The first specimen of his talents by which Bewick made himself publicly known was a cut of an old hound, for which, in 1755, he received a premium from the Society of Arts. The block had been cut for an edition of Gay’s fables; the complete work appeared in 1779; and immediately attracted general attention by the striking superiority of its embellishments, which were all from wood-cuts executed by Bewick and his younger brother John, who, when Beilby and he entered into partnership, had become their apprentice. From this time the reputation of the artist went on increasing steadily, and he produced a succession of works which very soon gave altogether a new character to his art itself.
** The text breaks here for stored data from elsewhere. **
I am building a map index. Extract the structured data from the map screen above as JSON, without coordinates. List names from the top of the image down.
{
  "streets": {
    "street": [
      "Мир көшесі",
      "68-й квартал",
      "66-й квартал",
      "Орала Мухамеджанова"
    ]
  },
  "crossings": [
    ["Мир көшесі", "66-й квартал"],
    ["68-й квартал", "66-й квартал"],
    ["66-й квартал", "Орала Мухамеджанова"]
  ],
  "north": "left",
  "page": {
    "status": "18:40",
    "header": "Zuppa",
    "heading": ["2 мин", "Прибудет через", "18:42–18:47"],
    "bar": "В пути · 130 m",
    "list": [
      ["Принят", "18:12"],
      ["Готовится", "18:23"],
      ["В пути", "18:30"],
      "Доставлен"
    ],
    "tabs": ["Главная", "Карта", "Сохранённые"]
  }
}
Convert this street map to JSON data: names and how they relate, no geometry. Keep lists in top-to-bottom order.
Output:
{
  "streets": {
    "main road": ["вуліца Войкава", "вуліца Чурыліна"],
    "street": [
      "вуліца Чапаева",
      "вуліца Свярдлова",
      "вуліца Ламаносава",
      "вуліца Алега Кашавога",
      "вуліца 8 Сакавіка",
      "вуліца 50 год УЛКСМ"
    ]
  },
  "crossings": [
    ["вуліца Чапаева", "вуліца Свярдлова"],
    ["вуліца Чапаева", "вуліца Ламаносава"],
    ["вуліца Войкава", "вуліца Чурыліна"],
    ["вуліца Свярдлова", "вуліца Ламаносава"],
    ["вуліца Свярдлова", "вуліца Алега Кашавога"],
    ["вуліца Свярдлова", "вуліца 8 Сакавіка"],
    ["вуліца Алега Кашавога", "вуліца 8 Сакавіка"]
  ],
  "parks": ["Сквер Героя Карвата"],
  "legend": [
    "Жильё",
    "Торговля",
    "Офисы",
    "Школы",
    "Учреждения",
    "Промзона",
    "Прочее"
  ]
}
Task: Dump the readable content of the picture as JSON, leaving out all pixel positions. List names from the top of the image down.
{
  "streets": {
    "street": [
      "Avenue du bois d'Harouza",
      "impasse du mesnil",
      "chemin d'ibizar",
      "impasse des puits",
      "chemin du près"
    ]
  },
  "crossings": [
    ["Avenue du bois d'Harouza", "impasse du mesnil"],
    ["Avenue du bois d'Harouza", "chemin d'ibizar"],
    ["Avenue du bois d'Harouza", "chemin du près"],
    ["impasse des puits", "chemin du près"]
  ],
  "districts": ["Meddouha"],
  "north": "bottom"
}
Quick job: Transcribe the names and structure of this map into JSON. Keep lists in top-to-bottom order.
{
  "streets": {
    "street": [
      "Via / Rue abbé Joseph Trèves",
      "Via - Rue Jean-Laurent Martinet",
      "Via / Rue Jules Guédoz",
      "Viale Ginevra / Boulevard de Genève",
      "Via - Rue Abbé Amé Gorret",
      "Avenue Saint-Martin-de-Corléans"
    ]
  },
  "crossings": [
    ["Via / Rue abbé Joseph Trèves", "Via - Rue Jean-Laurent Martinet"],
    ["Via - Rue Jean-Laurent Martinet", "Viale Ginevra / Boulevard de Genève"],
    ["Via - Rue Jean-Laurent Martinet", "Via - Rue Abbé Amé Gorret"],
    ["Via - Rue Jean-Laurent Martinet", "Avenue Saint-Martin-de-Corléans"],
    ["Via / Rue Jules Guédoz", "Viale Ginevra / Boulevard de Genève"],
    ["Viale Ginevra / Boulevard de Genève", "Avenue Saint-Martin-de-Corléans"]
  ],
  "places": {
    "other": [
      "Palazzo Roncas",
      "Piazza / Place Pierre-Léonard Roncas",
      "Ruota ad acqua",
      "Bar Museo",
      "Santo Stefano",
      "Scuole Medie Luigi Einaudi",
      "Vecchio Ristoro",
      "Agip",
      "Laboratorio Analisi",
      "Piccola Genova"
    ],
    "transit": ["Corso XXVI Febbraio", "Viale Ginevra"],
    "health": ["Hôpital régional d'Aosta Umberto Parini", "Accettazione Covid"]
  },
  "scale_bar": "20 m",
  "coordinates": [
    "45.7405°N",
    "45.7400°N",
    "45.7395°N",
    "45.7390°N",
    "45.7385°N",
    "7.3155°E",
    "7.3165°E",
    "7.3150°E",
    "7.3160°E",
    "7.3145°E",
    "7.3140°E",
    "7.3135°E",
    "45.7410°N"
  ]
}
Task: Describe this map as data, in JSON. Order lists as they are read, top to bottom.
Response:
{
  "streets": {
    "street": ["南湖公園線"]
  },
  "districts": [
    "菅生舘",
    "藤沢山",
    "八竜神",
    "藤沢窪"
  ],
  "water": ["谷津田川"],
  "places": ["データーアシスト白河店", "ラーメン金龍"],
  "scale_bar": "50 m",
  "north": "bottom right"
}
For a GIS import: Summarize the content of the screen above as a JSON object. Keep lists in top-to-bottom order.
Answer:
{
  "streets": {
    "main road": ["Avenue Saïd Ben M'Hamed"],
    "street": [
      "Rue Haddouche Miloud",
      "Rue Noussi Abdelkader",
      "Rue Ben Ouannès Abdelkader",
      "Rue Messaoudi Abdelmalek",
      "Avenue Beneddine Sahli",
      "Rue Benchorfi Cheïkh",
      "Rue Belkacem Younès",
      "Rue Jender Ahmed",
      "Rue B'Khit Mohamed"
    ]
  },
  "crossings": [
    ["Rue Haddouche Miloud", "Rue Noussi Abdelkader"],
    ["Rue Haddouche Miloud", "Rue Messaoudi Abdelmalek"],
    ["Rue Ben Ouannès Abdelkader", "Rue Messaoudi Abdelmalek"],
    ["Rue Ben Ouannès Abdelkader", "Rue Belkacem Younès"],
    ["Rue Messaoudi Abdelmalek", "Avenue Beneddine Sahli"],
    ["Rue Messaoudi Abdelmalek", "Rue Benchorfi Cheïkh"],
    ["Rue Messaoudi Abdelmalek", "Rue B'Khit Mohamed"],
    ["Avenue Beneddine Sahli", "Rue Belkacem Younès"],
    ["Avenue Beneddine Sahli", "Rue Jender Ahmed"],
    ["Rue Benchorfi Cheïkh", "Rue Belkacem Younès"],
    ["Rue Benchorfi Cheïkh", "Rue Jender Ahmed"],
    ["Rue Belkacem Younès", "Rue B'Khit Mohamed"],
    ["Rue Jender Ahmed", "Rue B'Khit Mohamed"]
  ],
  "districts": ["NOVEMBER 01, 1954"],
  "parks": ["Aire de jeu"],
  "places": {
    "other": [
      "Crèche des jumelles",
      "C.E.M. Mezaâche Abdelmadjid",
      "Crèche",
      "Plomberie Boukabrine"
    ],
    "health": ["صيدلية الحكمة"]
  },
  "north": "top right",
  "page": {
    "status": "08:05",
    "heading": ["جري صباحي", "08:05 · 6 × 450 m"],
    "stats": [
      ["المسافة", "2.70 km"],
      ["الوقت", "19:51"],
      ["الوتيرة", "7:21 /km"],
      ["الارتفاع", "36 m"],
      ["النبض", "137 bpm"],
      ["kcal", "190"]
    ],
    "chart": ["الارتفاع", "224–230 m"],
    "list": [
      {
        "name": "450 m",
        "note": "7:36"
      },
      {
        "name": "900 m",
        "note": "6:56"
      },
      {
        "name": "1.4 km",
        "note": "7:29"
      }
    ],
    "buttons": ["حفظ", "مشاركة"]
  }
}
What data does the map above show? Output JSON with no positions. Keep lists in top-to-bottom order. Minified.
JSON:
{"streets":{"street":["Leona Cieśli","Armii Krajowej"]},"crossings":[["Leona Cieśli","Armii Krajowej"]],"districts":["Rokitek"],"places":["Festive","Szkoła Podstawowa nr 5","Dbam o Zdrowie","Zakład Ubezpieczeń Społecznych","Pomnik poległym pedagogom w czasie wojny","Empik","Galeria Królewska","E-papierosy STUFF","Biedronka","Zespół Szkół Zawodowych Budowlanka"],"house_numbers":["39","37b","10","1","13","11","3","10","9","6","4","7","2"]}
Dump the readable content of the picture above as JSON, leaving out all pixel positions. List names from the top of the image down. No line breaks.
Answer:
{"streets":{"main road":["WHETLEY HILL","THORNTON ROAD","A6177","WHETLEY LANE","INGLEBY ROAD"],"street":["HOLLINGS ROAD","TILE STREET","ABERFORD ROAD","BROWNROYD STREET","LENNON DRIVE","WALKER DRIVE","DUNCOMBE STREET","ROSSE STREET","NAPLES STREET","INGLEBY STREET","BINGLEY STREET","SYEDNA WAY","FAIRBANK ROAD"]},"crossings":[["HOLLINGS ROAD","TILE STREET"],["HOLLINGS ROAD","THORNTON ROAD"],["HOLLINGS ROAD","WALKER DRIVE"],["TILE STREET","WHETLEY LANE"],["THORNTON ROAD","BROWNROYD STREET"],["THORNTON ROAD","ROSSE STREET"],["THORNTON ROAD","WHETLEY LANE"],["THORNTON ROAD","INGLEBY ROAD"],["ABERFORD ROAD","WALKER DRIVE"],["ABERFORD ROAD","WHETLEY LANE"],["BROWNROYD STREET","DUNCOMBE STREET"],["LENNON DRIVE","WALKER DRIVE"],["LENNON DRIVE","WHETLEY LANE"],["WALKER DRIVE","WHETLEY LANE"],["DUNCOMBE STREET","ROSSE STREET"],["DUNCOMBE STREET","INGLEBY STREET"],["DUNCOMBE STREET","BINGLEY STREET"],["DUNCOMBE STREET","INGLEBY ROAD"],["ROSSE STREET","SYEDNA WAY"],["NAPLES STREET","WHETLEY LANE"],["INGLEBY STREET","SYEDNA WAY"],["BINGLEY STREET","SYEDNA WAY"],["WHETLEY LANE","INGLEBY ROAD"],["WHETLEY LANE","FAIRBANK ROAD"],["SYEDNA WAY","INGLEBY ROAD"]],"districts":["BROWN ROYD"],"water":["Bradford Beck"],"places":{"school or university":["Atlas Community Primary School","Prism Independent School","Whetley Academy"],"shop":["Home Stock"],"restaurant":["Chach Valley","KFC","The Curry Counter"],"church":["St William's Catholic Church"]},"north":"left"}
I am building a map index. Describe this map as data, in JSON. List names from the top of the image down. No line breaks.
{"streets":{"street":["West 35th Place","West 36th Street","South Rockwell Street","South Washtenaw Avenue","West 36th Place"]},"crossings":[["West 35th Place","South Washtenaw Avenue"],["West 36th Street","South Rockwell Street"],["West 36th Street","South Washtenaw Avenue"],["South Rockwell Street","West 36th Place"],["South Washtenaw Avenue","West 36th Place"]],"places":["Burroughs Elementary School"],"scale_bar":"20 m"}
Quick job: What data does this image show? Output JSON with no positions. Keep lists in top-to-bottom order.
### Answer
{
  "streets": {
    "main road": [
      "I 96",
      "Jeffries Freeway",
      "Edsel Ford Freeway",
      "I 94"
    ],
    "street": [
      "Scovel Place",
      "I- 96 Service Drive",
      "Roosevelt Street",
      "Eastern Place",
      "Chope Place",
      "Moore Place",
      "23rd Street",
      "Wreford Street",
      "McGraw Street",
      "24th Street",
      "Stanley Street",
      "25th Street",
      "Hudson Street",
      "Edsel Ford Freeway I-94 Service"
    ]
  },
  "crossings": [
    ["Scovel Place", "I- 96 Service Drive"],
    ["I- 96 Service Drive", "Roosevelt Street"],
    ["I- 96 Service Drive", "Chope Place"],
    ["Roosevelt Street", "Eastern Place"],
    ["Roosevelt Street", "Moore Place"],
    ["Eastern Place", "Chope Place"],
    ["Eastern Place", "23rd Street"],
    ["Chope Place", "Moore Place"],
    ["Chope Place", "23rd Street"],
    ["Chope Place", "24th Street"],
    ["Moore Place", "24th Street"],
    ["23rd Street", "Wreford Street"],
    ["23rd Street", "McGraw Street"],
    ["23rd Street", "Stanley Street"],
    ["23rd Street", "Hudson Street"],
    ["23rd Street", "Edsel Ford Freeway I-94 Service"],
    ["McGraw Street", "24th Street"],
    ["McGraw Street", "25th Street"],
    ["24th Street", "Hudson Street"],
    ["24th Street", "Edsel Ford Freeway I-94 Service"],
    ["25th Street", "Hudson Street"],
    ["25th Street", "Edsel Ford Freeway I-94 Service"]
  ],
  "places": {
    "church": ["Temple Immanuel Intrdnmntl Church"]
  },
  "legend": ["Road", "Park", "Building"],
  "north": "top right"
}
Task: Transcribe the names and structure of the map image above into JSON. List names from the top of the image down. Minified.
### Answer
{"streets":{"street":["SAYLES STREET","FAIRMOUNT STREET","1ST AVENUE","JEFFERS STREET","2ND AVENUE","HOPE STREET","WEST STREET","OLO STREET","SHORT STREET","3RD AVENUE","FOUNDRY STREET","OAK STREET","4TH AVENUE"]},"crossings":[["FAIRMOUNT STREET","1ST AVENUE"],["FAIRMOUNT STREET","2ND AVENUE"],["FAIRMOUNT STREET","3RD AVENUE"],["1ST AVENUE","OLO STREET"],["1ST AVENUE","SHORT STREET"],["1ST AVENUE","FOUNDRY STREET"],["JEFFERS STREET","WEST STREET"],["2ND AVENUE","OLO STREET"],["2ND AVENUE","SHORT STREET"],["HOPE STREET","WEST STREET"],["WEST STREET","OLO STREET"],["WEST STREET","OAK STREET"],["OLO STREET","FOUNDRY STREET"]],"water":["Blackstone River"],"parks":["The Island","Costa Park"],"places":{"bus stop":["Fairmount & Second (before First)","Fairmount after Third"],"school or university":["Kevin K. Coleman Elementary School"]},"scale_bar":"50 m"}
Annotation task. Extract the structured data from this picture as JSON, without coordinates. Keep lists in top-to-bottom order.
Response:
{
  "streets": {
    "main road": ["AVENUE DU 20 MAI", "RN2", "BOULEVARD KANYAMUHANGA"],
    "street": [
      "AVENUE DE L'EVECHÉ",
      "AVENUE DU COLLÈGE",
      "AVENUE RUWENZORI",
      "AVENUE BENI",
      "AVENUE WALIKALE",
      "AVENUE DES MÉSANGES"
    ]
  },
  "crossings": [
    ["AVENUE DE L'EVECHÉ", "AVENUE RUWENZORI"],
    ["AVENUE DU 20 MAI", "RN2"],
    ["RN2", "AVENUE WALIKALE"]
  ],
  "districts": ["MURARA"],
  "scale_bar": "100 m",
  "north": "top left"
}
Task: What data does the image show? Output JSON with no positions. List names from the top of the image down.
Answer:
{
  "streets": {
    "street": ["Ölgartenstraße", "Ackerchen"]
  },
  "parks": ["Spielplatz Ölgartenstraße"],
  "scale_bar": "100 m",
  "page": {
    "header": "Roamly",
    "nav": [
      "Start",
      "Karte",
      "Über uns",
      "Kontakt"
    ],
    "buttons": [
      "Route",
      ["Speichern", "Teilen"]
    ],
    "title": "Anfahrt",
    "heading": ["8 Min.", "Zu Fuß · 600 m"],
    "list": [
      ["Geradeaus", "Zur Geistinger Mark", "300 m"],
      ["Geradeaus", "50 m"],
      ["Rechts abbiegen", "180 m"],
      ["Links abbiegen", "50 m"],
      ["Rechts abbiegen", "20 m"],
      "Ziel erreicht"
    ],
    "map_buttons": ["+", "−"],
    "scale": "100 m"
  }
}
Bewick’s principal work, or that which established his fame, was his History of Quadrupeds, which appeared in 1790. He had been employed many years in preparing this publication, all the cuts in which were not only engraved by himself or his brother, but were all copied from his own drawings. He had cultivated his early talent for the delineation of animals with unwearied industry: he had not the advantages of academical studies, which education in the metropolis might have afforded him, but he drew from life, taking sketches of all the striking specimens that came under his notice, and visiting whatever menageries of exotic animals were brought to Newcastle.[2] Thus he studied assiduously from nature, and to this course may be attributed the excellence of the cuts in the History of Quadrupeds. Many of the vignettes also, with which this publication was adorned, had uncommon merit as original sketches; for Bewick did not confine his pencil to the mere delineation of animals. His vignettes have been said to partake of his determinate propensity to morality, tenderness, and humour; each telling articulately its own tale.[3] and bearing in every line a lesson.